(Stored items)
● ● ● ● ● ● ●

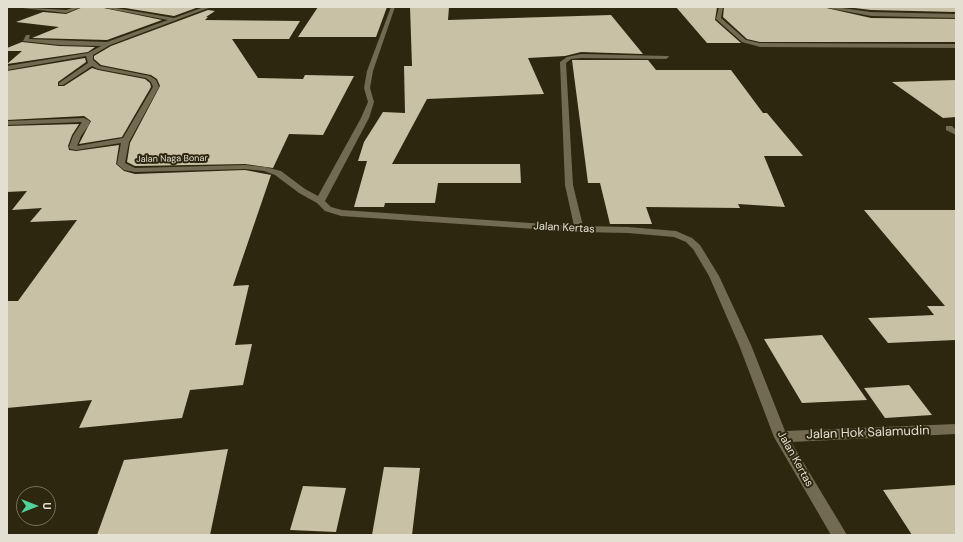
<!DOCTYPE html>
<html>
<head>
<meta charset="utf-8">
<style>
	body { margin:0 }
	#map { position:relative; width:963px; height:542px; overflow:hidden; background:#2d270f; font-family:"DM Sans",sans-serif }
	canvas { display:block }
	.frame { position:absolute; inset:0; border:8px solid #e3dfd1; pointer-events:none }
	.north { position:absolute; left:16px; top:486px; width:40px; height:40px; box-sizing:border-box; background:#2d270f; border:1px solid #76715d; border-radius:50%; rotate:90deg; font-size:11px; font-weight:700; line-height:16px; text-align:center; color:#e3dfd1 }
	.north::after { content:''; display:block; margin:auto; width:14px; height:18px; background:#4fd399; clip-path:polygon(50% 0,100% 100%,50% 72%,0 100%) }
</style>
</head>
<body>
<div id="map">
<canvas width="963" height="542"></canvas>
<div class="frame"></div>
<div class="north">U</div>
</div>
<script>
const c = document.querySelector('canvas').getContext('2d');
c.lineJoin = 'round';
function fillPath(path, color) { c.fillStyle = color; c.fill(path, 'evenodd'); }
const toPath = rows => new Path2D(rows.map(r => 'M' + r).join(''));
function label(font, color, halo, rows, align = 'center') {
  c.font = font + ' "DM Sans",sans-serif'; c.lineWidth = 4; c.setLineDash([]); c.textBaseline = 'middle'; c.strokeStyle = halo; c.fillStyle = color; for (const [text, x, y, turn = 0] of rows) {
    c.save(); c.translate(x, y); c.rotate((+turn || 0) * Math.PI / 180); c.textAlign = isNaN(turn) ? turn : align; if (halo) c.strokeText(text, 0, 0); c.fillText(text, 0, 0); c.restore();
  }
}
fillPath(toPath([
	[83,7,99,7,162,20,107,40,32,38,59,27,16,22,43,12,66,14],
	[119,7,188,7,196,8,174,16],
	[318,7,387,7,376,37,298,37],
	[410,7,449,7,448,20,611,15,643,54,581,52,565,56,528,58,544,94,427,99,392,164,520,164,521,183,438,183,435,203,385,203,384,207,354,207,367,161,358,161,364,142,383,112,405,113,404,66,412,66],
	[676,7,717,7,715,20,741,43,707,43],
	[724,7,822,7,871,18,956,19,956,42,760,42,747,39,723,17],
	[846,7,956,7,956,12,871,10],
	[208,10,215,11,206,17,208,17,205,20,300,21,289,39,232,39,258,78,303,79,305,75,354,76,323,135,289,134,273,168,245,164,135,166,127,162,130,143,160,86,157,79,151,75,101,65,94,59,94,56,111,46],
	[22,42,59,46,95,47,88,52,7,64,22,51,7,51,7,48],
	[85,58,86,62,58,82,58,86,64,86,92,68,98,70,145,79,150,83,151,87,122,137,79,144,91,121,84,116,7,120,7,71],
	[572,60,648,60,656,70,731,70,763,113,767,113,803,156,764,156,785,207,738,204,740,208,646,207,652,224,610,224,600,183,588,183],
	[956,80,956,117,943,118,892,82],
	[79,124,72,135,68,146,69,150,76,151,119,145,116,164,124,171,135,174,245,170,271,175,233,286,249,285,235,345,252,344,243,385,190,390,182,418,79,428,92,400,7,408,7,301,18,301,77,220,30,222,42,208,12,210,27,191,7,192,7,126],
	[864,210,956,210,956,341,955,340,888,343,868,318,934,315,927,306,945,306],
	[822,335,867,400,802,403,764,339],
	[909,385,932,415,885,418,864,388],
	[228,449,210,535,97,535,124,460],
	[384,467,420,468,412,535,372,535],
	[956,485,956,535,912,535,883,490],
	[303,486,346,488,336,532,290,530]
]), '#c9c1a5');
fillPath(toPath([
	[14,7,66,10,75,7,82,7,66,13,14,7],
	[100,7,110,7,174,18,204,7,211,7,110,45,93,55,93,60,100,66,150,76,156,80,159,87,129,142,125,163,135,168,245,165,265,167,281,171,305,189,318,196,361,118,368,102,364,88,367,71,391,7,395,7,373,71,370,88,374,102,369,118,325,201,331,207,342,210,574,226,565,185,560,62,567,57,581,54,668,56,669,57,666,59,581,58,571,59,566,63,573,185,583,226,628,227,676,231,692,238,700,245,719,276,751,345,785,431,956,424,956,434,791,442,847,535,831,535,774,437,739,345,709,276,693,249,686,242,674,237,628,233,579,232,341,216,325,211,317,203,299,193,275,175,264,171,245,169,135,172,124,170,117,164,121,143,76,150,70,149,69,147,73,136,82,122,7,125,7,121,84,118,90,121,89,125,81,136,77,146,123,138,153,87,151,82,146,78,98,69,92,66,63,85,59,85,59,83,88,63,86,56,7,70,7,66,88,53,101,46,59,45,23,41,26,35,30,35,29,39,107,42,168,20,100,7],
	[719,7,723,7,721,18,746,40,760,43,956,44,956,48,760,47,742,42,716,19,719,7],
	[823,7,835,7,871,12,956,14,956,18,871,16,823,7],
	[946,126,952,126,956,130,956,135,946,130,946,126]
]), '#726b51');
label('9px', '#e3dfd1', '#2d270f', [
	["Jalan Naga Bonar",172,159,-1]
]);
label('11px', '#e3dfd1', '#2d270f', [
	["Jalan Kertas",564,228,3],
	["Jalan Kertas",795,459,61]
]);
label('13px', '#e3dfd1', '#2d270f', [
	["Jalan Hok Salamudin",868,433,-2]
]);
</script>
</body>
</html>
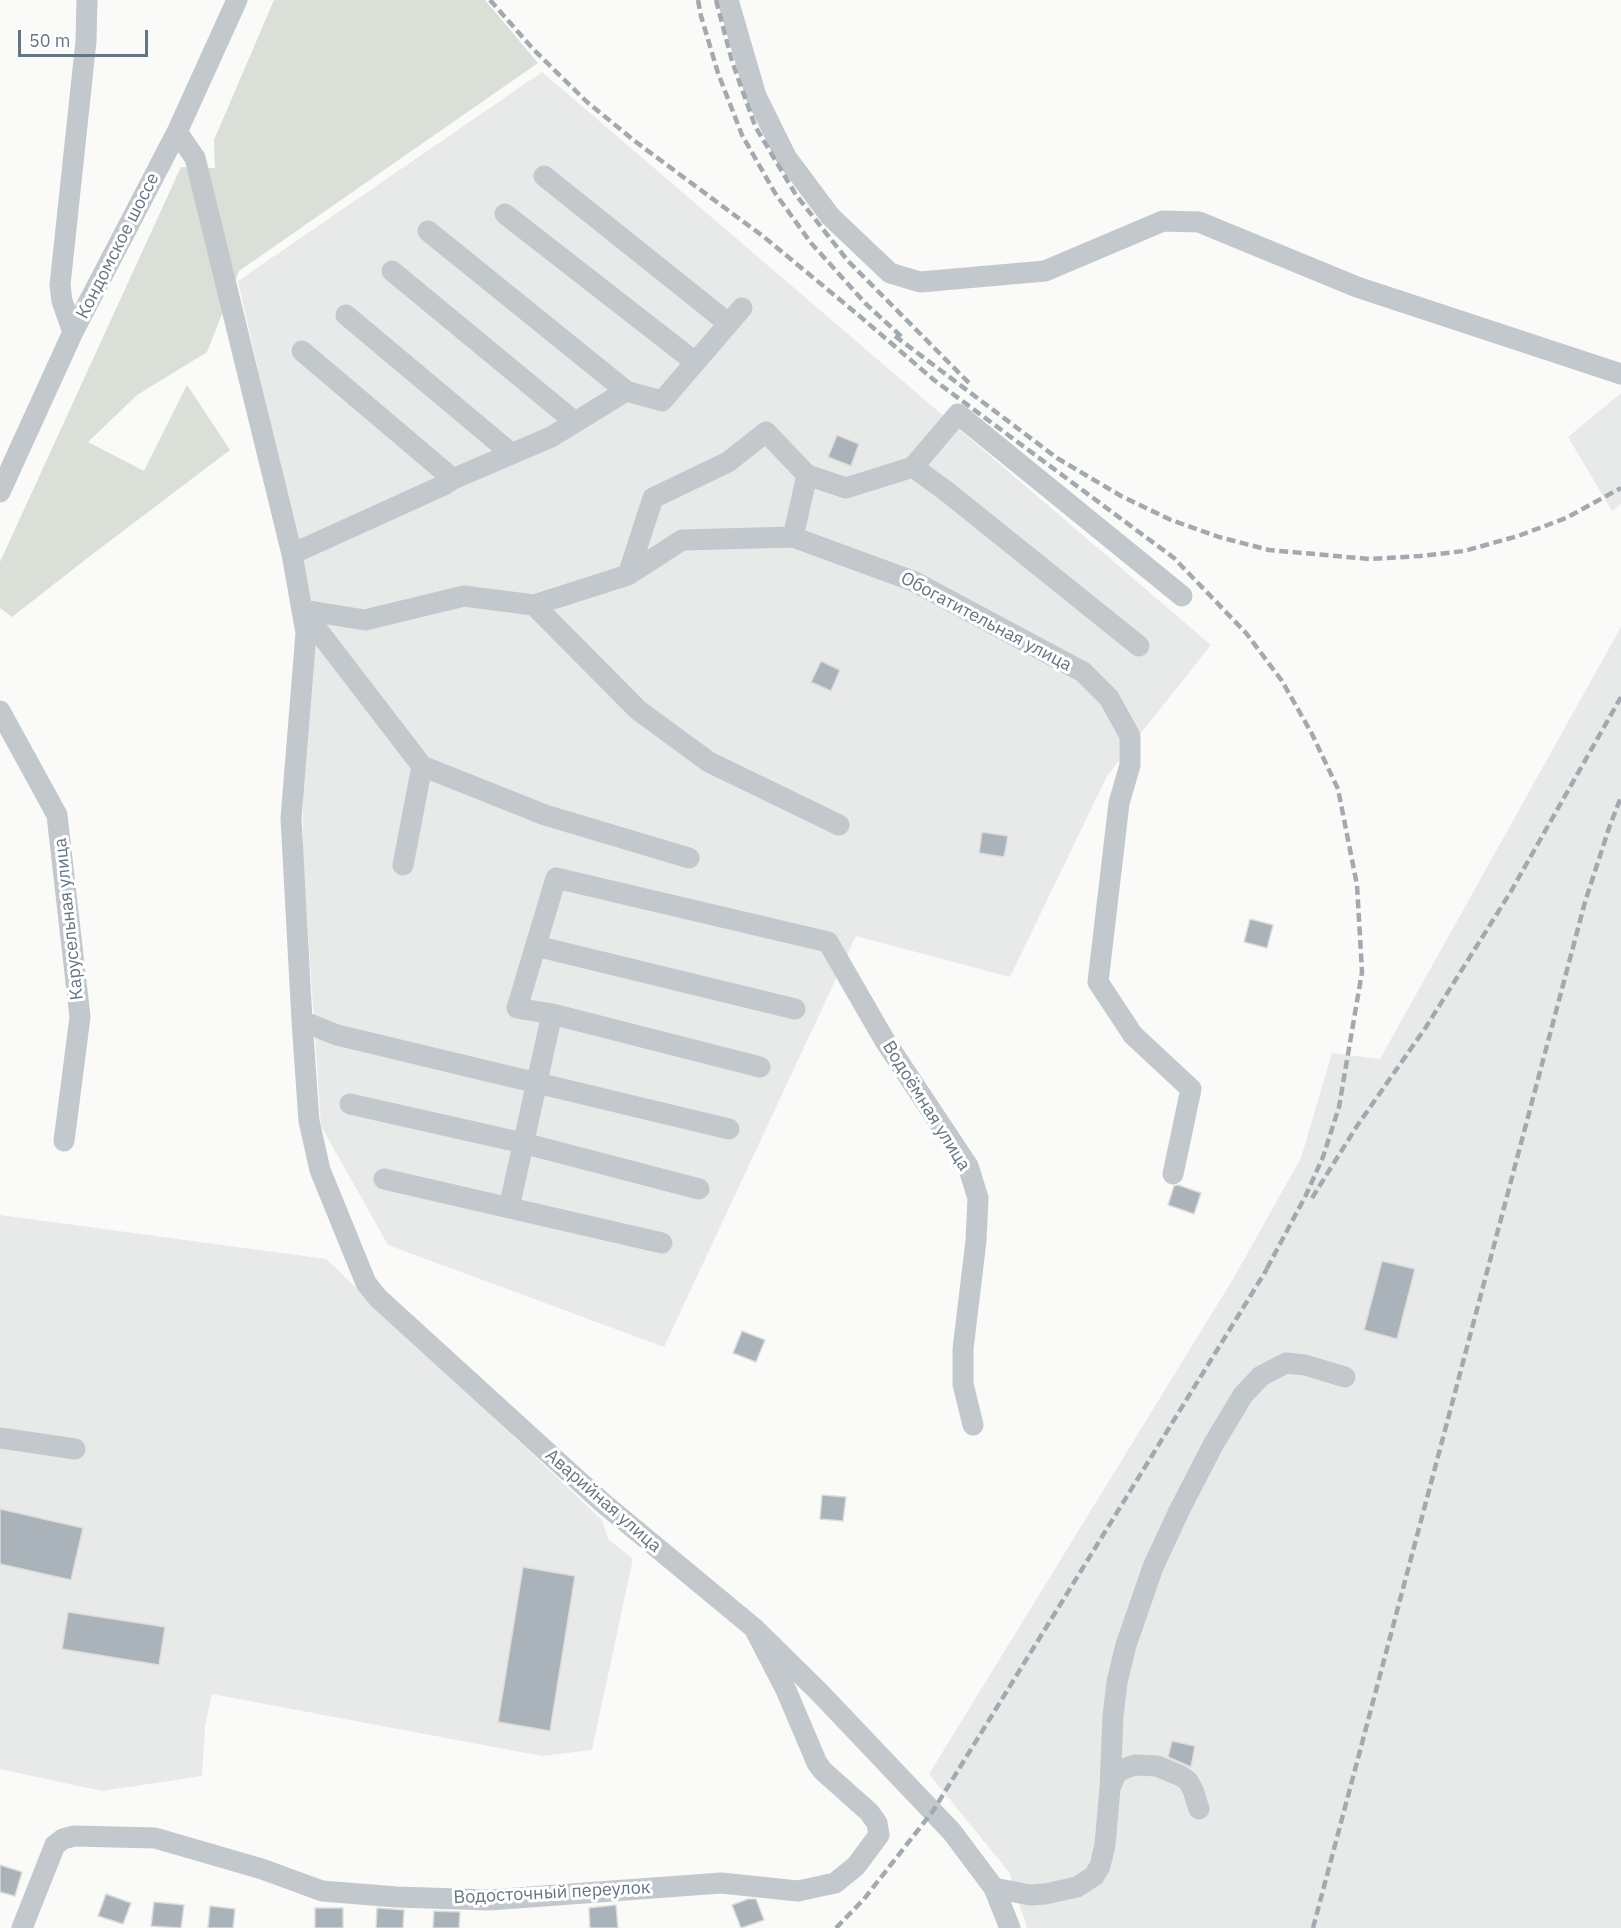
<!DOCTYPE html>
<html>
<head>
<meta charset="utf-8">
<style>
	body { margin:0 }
	#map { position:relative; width:1621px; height:1928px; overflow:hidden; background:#fafaf8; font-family:"IBM Plex Sans",sans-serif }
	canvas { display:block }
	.scale { position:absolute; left:18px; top:30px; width:130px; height:27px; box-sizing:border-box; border:3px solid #657683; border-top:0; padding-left:8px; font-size:18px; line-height:21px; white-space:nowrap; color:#657683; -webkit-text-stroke:4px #fff; paint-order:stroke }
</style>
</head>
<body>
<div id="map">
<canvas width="1621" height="1928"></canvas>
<div class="scale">50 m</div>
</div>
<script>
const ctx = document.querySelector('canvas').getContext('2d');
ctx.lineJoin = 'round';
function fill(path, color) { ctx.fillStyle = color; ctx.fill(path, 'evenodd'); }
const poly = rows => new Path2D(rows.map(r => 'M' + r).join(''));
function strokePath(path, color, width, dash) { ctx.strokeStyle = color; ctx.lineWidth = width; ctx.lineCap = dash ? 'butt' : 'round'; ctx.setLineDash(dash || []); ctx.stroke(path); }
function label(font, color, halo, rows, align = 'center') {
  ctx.font = font + ' "IBM Plex Sans",sans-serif'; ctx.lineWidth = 6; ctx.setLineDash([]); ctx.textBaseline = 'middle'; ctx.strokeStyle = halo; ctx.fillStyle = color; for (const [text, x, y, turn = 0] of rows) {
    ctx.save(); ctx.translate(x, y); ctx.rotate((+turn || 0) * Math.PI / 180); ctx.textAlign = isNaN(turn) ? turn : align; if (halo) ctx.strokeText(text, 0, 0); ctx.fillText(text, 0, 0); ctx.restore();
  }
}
const built = poly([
	[542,72,1211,645,1107,776,1010,977,856,936,664,1347,388,1245,321,1126,303,857,302,564,238,281],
	[1621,393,1621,504,1612,511,1568,437],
	[1621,627,1621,1928,1027,1928,1009,1872,929,1774,1233,1279,1301,1158,1332,1053,1380,1059],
	[0,1215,326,1259,602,1520,608,1539,633,1559,592,1750,542,1756,212,1694,205,1727,202,1776,102,1791,0,1769]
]);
const green = poly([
	[274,0,485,0,538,63,239,271,207,352,137,395,88,442,144,471,187,385,230,450,90,556,12,617,0,608,0,562,181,167,215,168,214,140]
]);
const building = poly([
	[837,435,859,444,851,466,828,457,837,435],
	[821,661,840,670,831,691,811,682,821,661],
	[982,832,1008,836,1004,857,979,853,982,832],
	[1250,919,1273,925,1267,948,1244,942,1250,919],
	[1178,1185,1201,1193,1194,1214,1168,1205,1174,1186,1178,1185],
	[1382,1261,1415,1269,1397,1339,1364,1330,1382,1261],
	[742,1331,765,1340,756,1362,733,1353,742,1331],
	[822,1495,846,1497,843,1521,820,1519,822,1495],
	[0,1509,83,1528,71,1580,0,1564,0,1509],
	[523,1567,575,1576,550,1731,498,1722,523,1567],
	[68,1612,165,1627,159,1665,62,1649,68,1612],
	[1172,1741,1195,1746,1191,1767,1168,1757,1172,1741],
	[0,1865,22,1872,15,1896,0,1892,0,1865],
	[106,1894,131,1903,123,1924,98,1916,106,1894],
	[748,1899,756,1899,764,1920,741,1928,732,1905,748,1899],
	[154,1902,184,1905,181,1928,151,1926,154,1902],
	[616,1905,618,1928,590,1928,589,1908,616,1905],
	[210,1906,235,1909,233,1928,208,1928,210,1906],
	[315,1908,343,1908,343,1928,315,1928,315,1908],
	[377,1908,404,1910,403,1928,376,1928,377,1908],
	[434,1911,460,1912,459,1928,433,1928,434,1911]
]);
const minor = poly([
	[728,0,756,96,786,157,830,216,890,273,920,282,1045,271,1163,221,1199,222,1357,287,1621,374],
	[177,132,195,158,292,554,306,633,291,818,302,1021,337,1035,729,1129],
	[544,176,728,323],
	[505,214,695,362],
	[428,231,626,391],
	[392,271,575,422],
	[346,315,512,454],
	[73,332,62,301,60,285,86,41,87,0],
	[913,467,958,414,1182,596],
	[453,479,551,437,626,391,662,401,742,308],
	[0,492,73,332,177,132,237,0],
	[793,537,807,475],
	[292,554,444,485,453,479,302,351],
	[628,575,653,498,728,462,766,432,807,475,846,488,913,467,946,491,1139,646],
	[534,605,638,710,709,762,839,825],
	[303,610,365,620,464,596,534,605,628,575,682,540,793,537,913,581,1083,672,1109,698,1130,736,1130,765,1119,803,1098,982,1133,1035,1191,1089,1173,1174],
	[303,611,422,766,545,815,689,858],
	[0,711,57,815,80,1017,64,1141],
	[403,865,422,766],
	[536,946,795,1009],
	[552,1014,760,1067],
	[302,1021,309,1121,320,1170,366,1283,378,1298,603,1503,754,1628,820,1693,952,1832,994,1888,1010,1928],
	[350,1104,523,1143,699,1189],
	[384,1179,662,1243],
	[509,1208,552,1014,517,1008,556,878,828,942,885,1041,968,1166,978,1198,976,1241,963,1349,963,1384,973,1425],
	[0,1438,75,1449],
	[1110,1788,1116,1774,1123,1769,1135,1765,1157,1766,1181,1776,1188,1781,1193,1790,1199,1809],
	[994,1888,1030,1895,1045,1894,1077,1887,1094,1876,1100,1866,1105,1845,1110,1788,1113,1716,1117,1682,1126,1645,1153,1567,1179,1511,1213,1445,1243,1395,1261,1376,1286,1363,1305,1365,1345,1377],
	[22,1928,55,1845,63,1839,74,1836,155,1838,262,1869,322,1891,397,1897,489,1900,721,1883,798,1891,835,1883,856,1866,879,1835,877,1823,869,1812,823,1771,817,1763,786,1690,754,1628]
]);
const rail = poly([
	[490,0,534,50,587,102,636,142,764,237,856,313,934,380,1174,558,1246,633,1282,681,1312,734,1338,789,1357,885,1362,972,1339,1107,1323,1157,1306,1195,1264,1274],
	[698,0,701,16,718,73,742,135,775,193,811,243,866,304,903,338],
	[716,0,732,61,755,126,796,195,848,261,971,385],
	[895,336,1057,458,1121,496,1171,520,1219,537,1269,550,1370,559,1420,556,1464,551,1518,536,1566,518,1621,488],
	[1312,1198,1357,1126,1426,1027,1510,893,1621,697],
	[836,1928,864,1899,933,1811,1267,1269],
	[1313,1928,1585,902,1609,828,1621,797]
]);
const streetNames = [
	["Кондомское шоссе",118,246,-63],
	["Обогатительная улица",986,622,28],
	["Карусельная улица",69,919,-96],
	["Водоёмная улица",926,1106,58],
	["Аварийная улица",603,1501,41],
	["Водосточный переулок",552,1893,-3]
];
fill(built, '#e8e9e9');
fill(green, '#dadfd7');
fill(building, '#aab3b9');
strokePath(building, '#dcdcda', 1.5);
strokePath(minor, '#c3c8cc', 21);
strokePath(rail, '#a2aab0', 4.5, [9, 4.5]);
label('18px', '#657683', '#fff', streetNames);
</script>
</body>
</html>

● ● ● ● ● ● ●

Within the records, in how many lines does the string "lineWidth" occur? Give the number and no other text.

Response to this task: 3